Saturday, November 17, 2007

You look like Harry Potter, again - November 17th

The family came and went, leaving Lane in their wake. Tomorrow he leaves for a monastery in Ubon Ratchatani before traveling to Laos and Vietnam. It was a good 10 day run we had together – dancing, redecorating my room in a postmodern vein, and watching the television series “Heroes” – and he was by my side when I won the grand prize a week ago at Payap’s international night (the Christian university in Chiang Mai): a roundtrip airline ticket from Bangkok to Singapore on Cathay Pacific. He wasn’t by my side the other day though when somebody stole my crappy ass helmet sitting in the basket of my motorbike in front of the English department at school. It’s silly because there’s a bike lot not 5 meters away brimming with much fancier (not to mention safer) helmets begging to be stolen, but for some unknown reason, they decided to steal mine – the soup helmet with that tacky lightning bolt running down the backside.
Lane was at my side the night we walked past 7-11 a few days ago and witnessed for the first time Thais being violent. While heading back from the dance club, we were shocked to find a group of Thai guys brawling in the street with beer bottles and bats, clubbing one another while others stood aloof nursing various wounds. They even smashed the front windows of the 7-11. I heard later on that it took the police several hours before arriving on the scene. You won’t find the police anywhere in Chiang Mai except needlessly directing traffic during rush hour at intersections which already have lights.
Rewind back to Halloween, I myself had a minor brush with violence, but not with a Thai. Instead it was some random British guy in Chiang Mai to train Muay Thai.
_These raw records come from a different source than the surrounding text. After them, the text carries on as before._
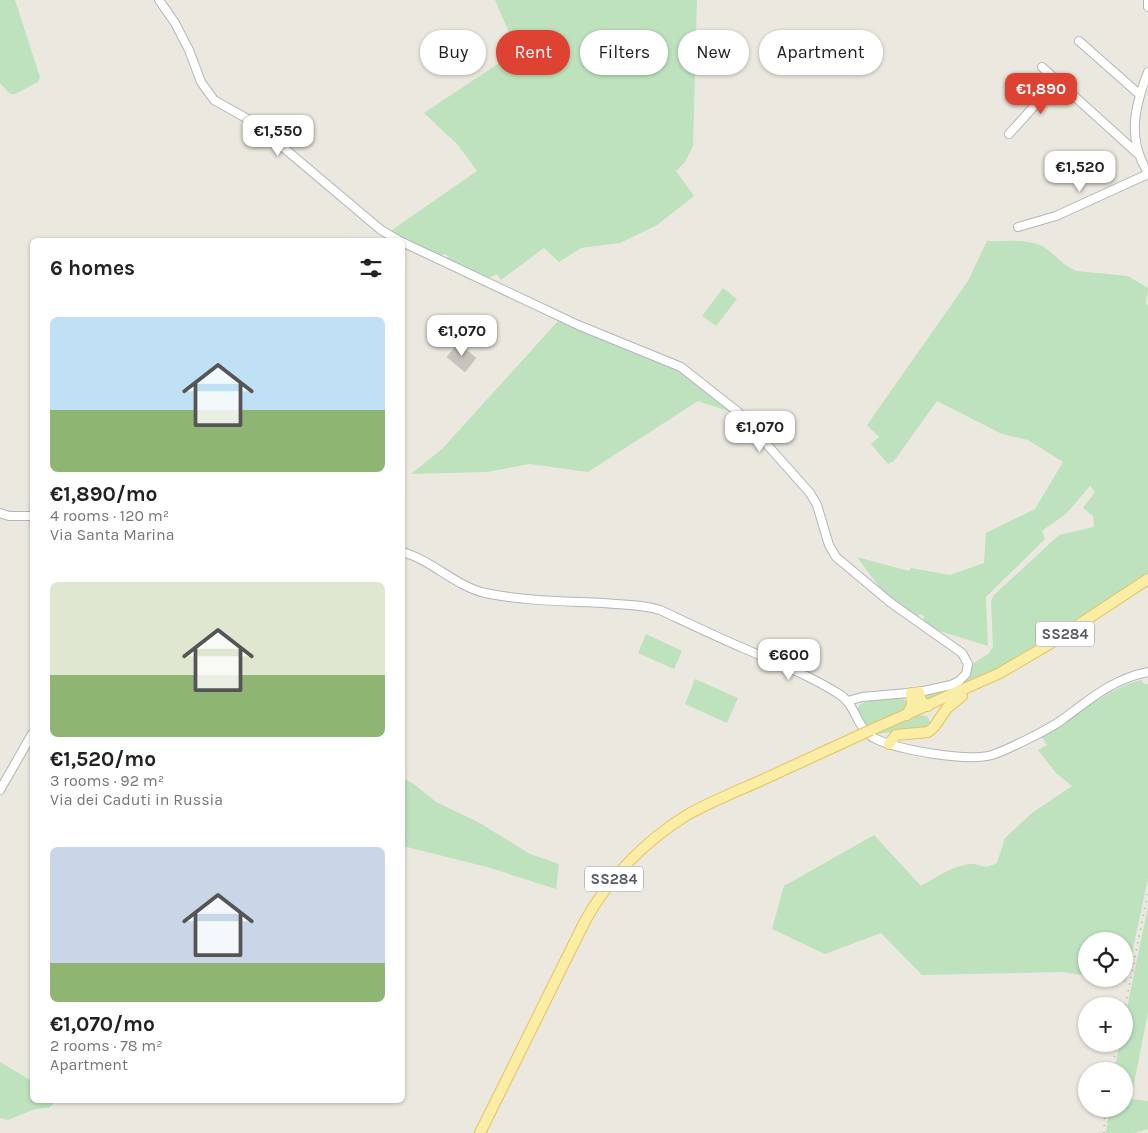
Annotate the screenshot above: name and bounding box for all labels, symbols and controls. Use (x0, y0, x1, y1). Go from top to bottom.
chip: Buy (420, 30, 486, 75)
chip: Rent (496, 30, 570, 75)
chip: Filters (580, 30, 668, 75)
chip: New (678, 30, 749, 75)
chip: Apartment (759, 30, 883, 75)
pin: €1,890 (1000, 72, 1082, 115)
text: €1,890 (1016, 79, 1066, 98)
pin: €1,550 (237, 114, 319, 157)
text: €1,550 (254, 121, 302, 140)
pin: €1,520 (1039, 150, 1121, 193)
text: €1,520 (1056, 157, 1105, 176)
icon: filters (357, 254, 385, 282)
text: 6 homes (50, 256, 135, 280)
pin: €1,070 (421, 314, 503, 357)
text: €1,070 (438, 321, 486, 340)
icon: home (173, 350, 263, 440)
pin: €1,070 (719, 410, 801, 453)
text: €1,070 (736, 417, 784, 436)
text: €1,890/mo (50, 482, 158, 506)
text: 4 rooms · 120 m² (50, 506, 169, 525)
text: Via Santa Marina (50, 525, 175, 544)
icon: home (173, 615, 263, 705)
road number: SS284 (1036, 622, 1094, 646)
pin: €600 (759, 638, 819, 681)
text: €600 (769, 645, 809, 664)
text: €1,520/mo (50, 747, 156, 771)
text: 3 rooms · 92 m² (50, 771, 164, 790)
text: Via dei Caduti in Russia (50, 790, 223, 809)
road number: SS284 (585, 866, 643, 892)
icon: home (173, 880, 263, 970)
map controls (1078, 932, 1133, 1117)
button: locate (1078, 932, 1133, 987)
button: + (1078, 997, 1133, 1052)
text: €1,070/mo (50, 1012, 155, 1036)
text: 2 rooms · 78 m² (50, 1036, 163, 1055)
text: Apartment (50, 1055, 128, 1074)
button: − (1078, 1062, 1133, 1117)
I was dressed up as a Thai university student for the occasion, standing at the restaurant adjacent from the gym and across from my friends’ apartment. I’m chatting with two friends when he approaches and I assume they all know each other.
"You look like Harry Potter” he says. “You hear that often?"
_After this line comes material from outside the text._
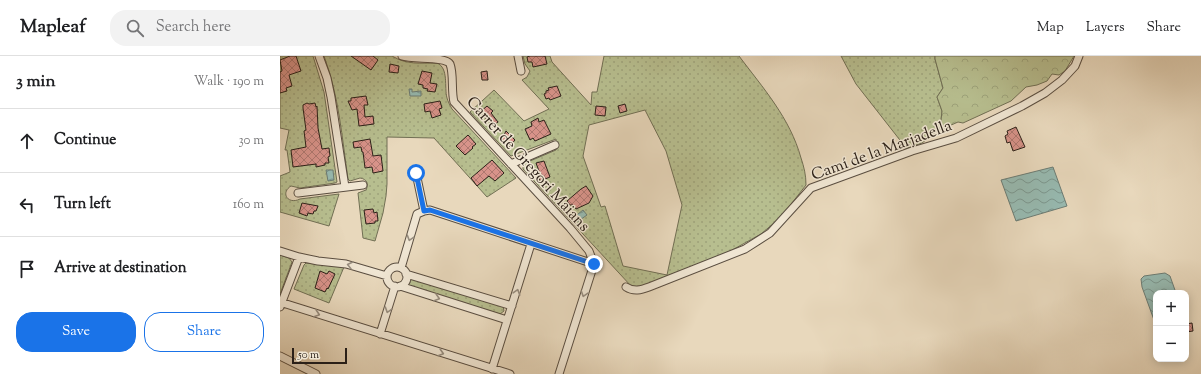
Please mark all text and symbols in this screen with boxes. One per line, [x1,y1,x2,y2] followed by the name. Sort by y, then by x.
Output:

So I respond, "Only right before bar brawls break out" obviously joking.
“What do you know about bar brawls?” he asks. “Don’t talk to a crazy British guy with a glass in his hands about bar brawls.” He delivers this line while holding up the glass in his hand for added emphasis. The tone of the conversation seems completely harmless. I mean, I’m dressed up as a Thai schoolboy and the Muay Thai guys at our gym tend to have a sense of camaraderie. “You don’t wanna mess with this guy” one of my friends says, carrying on the seemingly amiable tone. “He’s got over 5 years of Muay Thai experience.”
“Oh yeah, well I’ve got 5 weeks experience” I rebuttal jokingly. “Take that.”
The next thing I know, the British guy open hand slaps me real hard across the face and breaks my glasses, then shoves me and starts smacking himself and calling me out to fight him right there. He was absolutely 100% fucking looney toons. So I did what any logical modern cowboy would do, I un-holstered my pistol and shot him three times in the chest. Or, I stood there completely in shock, looked at my friends and asked if he was for real, then was on my way before even waiting for the answer. The next day I went in to audition for Oliver Stone’s new movie being shot in Chiang Mai, Pinkville, about the My Lai massacre. Fingers crossed, for me, and also for Lane on his travels East.